Records Block Start

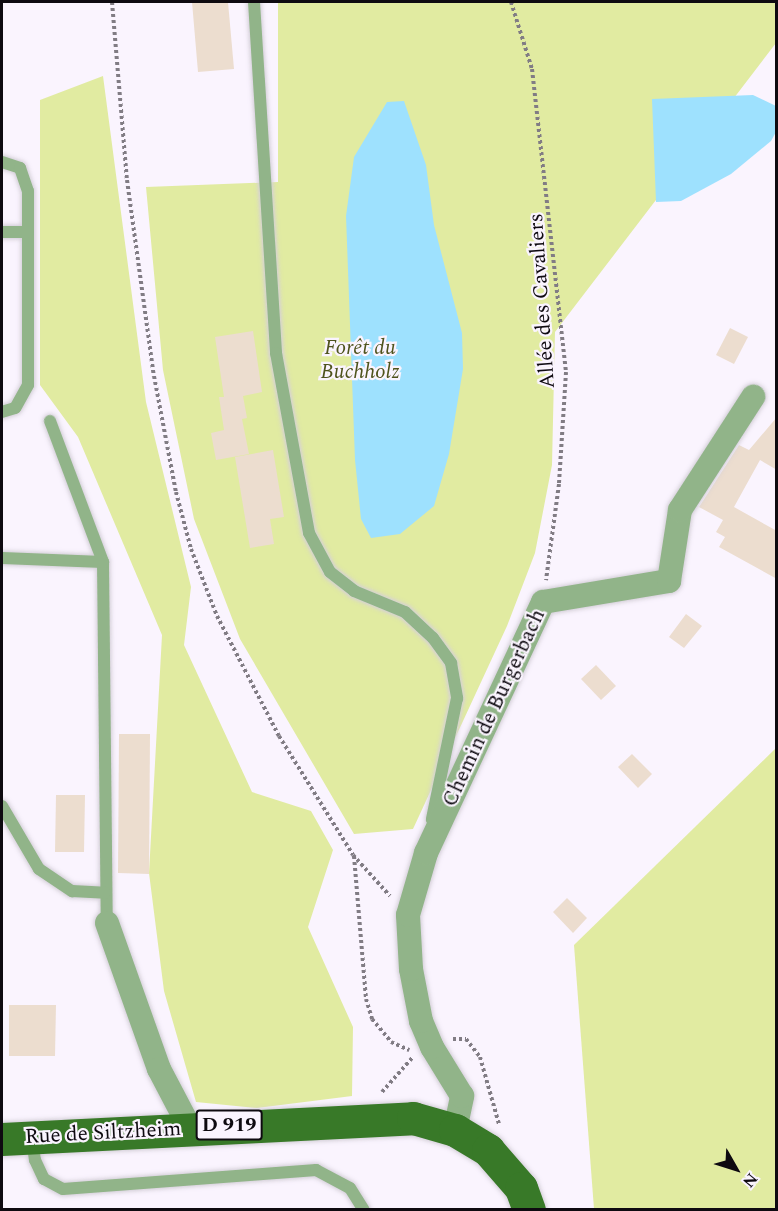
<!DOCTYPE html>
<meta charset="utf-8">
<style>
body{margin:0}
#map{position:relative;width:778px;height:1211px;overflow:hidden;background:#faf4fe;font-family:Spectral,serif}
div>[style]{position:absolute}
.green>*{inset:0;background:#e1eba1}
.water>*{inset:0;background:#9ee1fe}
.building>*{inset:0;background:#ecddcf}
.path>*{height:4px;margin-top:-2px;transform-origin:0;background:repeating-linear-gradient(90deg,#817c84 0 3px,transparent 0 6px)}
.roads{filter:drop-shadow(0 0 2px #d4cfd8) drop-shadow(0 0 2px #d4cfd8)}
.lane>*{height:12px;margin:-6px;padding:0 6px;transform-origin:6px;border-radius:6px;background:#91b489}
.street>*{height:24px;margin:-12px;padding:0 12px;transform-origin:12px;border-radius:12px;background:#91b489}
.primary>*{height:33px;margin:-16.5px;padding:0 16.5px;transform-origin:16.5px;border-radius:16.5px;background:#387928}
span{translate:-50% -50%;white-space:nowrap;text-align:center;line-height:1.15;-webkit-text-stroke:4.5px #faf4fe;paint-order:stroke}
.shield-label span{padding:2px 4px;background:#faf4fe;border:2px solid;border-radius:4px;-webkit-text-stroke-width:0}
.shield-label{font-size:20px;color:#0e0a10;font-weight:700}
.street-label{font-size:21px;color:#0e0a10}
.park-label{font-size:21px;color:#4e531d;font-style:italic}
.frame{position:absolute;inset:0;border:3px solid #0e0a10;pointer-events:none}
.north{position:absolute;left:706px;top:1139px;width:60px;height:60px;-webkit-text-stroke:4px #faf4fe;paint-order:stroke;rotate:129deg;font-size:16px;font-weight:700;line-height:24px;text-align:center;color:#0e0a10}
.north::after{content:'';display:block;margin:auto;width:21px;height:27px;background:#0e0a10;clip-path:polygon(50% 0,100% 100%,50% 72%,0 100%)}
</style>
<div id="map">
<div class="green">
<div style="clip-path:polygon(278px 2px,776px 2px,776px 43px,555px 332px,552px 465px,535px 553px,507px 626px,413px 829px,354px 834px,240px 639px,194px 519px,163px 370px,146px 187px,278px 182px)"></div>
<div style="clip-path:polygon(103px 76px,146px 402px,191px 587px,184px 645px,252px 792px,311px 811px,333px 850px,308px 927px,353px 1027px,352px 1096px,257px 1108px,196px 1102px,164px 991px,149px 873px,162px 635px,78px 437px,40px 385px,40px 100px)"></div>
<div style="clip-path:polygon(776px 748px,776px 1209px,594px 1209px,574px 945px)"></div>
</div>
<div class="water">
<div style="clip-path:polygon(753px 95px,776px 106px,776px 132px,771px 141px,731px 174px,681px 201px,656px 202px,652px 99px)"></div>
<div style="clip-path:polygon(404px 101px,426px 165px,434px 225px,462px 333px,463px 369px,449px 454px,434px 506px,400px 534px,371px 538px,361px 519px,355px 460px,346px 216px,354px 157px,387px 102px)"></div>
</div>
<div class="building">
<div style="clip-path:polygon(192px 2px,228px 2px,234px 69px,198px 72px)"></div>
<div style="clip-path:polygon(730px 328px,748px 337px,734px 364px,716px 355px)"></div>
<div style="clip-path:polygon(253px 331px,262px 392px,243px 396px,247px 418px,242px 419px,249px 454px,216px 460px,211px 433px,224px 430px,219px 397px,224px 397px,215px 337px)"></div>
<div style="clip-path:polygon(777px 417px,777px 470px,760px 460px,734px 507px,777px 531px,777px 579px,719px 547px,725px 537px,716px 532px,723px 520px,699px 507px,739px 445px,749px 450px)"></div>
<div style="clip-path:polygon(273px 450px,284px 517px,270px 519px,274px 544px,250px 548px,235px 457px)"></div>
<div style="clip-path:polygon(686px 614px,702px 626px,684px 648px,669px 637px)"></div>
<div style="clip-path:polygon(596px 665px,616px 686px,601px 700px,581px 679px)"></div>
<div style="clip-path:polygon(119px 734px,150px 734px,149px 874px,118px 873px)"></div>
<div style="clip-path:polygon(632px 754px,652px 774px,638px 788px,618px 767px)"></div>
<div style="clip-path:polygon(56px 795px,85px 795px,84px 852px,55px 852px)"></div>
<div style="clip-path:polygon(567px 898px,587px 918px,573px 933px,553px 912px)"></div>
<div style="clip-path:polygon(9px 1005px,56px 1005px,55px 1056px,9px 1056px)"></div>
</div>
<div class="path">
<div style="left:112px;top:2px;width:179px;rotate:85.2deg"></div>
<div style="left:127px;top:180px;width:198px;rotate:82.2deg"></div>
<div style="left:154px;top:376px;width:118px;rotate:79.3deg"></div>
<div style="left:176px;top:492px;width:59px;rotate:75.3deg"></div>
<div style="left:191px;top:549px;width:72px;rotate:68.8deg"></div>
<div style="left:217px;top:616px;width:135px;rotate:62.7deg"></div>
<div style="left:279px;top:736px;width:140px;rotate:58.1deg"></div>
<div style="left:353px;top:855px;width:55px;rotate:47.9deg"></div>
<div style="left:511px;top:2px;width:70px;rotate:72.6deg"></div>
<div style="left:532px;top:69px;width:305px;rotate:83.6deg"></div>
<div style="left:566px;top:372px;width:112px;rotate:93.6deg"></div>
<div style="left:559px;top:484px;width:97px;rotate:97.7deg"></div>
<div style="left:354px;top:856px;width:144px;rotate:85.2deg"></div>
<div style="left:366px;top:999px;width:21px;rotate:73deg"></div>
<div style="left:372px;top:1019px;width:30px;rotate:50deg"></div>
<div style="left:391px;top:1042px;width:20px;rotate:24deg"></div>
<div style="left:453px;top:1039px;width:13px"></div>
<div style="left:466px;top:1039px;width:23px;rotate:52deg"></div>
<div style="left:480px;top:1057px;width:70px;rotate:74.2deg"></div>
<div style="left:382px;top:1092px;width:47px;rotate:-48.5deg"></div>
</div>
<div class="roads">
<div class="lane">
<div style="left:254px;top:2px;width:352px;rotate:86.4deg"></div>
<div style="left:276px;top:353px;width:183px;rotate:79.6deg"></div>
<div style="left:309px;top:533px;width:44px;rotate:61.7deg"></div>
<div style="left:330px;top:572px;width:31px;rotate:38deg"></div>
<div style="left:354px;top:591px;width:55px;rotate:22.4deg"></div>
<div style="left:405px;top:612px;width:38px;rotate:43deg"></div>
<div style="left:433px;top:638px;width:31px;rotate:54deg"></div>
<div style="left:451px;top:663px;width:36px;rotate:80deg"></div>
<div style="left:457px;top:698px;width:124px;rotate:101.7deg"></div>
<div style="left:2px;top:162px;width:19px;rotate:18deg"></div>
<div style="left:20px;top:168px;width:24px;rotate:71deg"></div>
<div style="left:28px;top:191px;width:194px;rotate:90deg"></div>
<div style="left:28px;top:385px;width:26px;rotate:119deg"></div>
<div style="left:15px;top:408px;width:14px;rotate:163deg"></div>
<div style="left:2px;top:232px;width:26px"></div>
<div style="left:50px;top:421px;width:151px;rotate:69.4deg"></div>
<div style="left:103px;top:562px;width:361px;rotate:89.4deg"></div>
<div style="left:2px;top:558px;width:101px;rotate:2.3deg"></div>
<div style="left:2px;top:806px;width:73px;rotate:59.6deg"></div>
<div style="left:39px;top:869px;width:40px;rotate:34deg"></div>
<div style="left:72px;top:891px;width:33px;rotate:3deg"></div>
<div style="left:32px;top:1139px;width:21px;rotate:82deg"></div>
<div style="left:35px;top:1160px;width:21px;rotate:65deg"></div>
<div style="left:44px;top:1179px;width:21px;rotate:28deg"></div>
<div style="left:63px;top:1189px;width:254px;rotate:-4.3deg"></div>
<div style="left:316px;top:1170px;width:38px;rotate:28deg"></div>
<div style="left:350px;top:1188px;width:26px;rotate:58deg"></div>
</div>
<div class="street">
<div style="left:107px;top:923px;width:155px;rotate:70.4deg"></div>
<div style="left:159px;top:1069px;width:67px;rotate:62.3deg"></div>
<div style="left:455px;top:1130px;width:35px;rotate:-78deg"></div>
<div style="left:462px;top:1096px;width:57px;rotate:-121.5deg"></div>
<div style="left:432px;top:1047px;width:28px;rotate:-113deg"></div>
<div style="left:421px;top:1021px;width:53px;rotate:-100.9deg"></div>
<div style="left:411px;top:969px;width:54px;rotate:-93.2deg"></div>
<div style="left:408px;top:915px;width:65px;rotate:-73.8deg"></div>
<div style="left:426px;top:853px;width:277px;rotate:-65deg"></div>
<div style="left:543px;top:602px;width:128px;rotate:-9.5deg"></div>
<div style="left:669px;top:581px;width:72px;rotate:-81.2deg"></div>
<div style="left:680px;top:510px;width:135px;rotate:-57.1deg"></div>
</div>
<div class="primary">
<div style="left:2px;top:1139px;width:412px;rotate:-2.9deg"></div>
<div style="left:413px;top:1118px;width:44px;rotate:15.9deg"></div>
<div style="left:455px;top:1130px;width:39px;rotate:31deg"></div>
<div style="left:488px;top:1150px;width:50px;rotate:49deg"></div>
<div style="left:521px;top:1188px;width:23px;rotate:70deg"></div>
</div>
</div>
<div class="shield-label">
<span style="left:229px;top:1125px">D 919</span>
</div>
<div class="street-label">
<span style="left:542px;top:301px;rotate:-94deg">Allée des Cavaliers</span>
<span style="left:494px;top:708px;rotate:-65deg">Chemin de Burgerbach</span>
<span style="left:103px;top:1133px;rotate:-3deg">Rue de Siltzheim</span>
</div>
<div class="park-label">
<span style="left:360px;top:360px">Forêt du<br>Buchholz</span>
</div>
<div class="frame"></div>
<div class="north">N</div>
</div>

Records Block End

**What is needed:** The lines in the entries above that carry the word "street" must be copied.

**Task solution:**
.street>*{height:24px;margin:-12px;padding:0 12px;transform-origin:12px;border-radius:12px;background:#91b489}
.street-label{font-size:21px;color:#0e0a10}
<div class="street">
<div class="street-label">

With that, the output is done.